Welcome to 2018 and all that it holds. My theme for the year is 'technomics' – the Venn diagram between economics and technology. I want to explore how technology will have a profound effect on economic structure in the very short-term future, looking at a specific case study where technology disruption will lead to a profound economic/political change.
I want to first state a principle I hold dear: profit comes from friction, ie, an organisation that makes something easy from something difficult extracts profit by creating efficiency.
So let's take a look at bananas. The UK throws away 1.5m bananas every day because we can't accurately measure demand at the right place, in the right quantity, at the right price. As a result, there is an array of intermediaries in the value chain that try to make things smoother and increase efficiency in return for revenue.

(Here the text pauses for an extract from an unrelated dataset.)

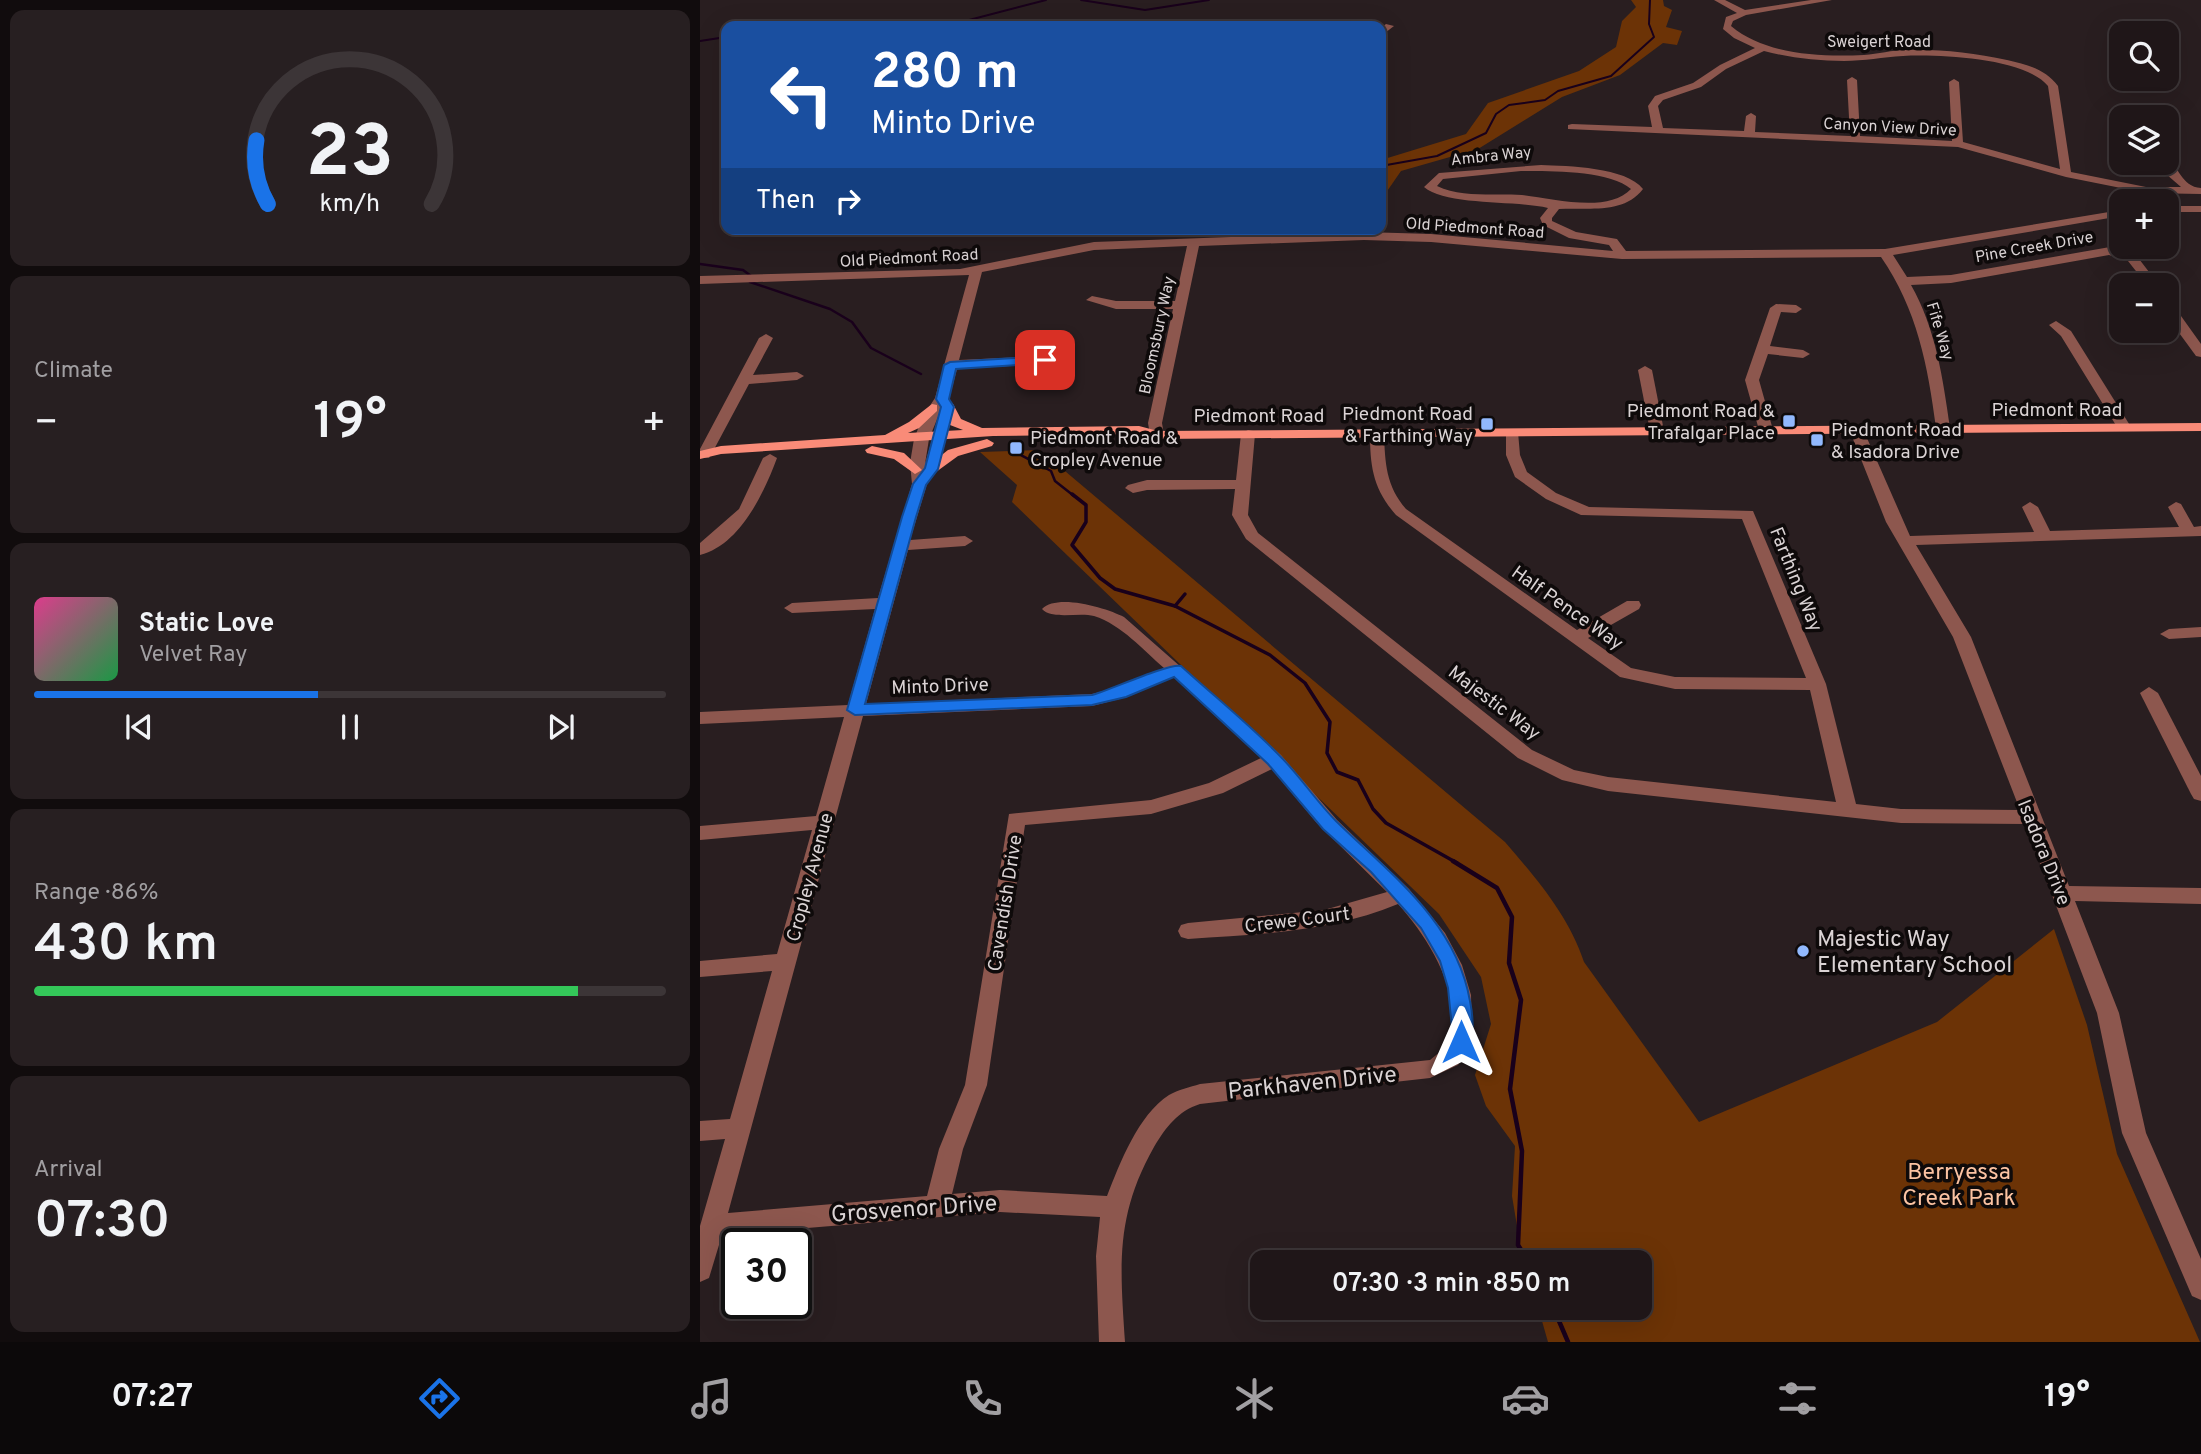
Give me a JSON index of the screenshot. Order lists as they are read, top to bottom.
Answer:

We have producers, wholesalers, shippers, retailers and of course, the consumer. However, communication between players, except at the base level of "how many do you want? where? when?” is minimal.
Now let's introduce the Internet of Things. Using an edible sensor embedded in a banana we can get real-time consumption data transmitted to a smart fridge that connects via an API to a supermarket, which in turn connects to the supply chain and finally the producer. All of a sudden we have a complete, end to end, view of banana consumption, which allows us to put the right numbers of bananas in the right place at the right time. Excellent – we've created huge efficiency in the system and avoided massive wastage.
However, to go back to that principle I stated early on – if friction all but disappears, so does the profit. Suddenly, the new super efficiency creates an opportunity for those companies most efficient in the supply chain to drive down price in order to increase market share. This starts to tread into an area of economics called the "economics of abundance" where there is hardly enough profit to create even the opportunity to ship bananas from the producer. What profit remains in the chain goes to the new intermediaries – in this case the technology company providing the technology Internet of Things platform.
You might be asking at this point, where does that lead us economically? Firstly, there is little profit in the banana business and what there is, is transferred to the technology companies who have "efficient methods for moving profit around into tax havens" (not my words). From a political perspective, jobs go and so, as a direct result, do tax receipts from the employers in the chain and their employees. That's technomics for you.
Economically and politically, we're not even close to equipped to deal with this strategic and structural disruption and it needs an urgent, deep debate to come up with appropriate solutions. I’m looking forward to delving into this with you all at the conference.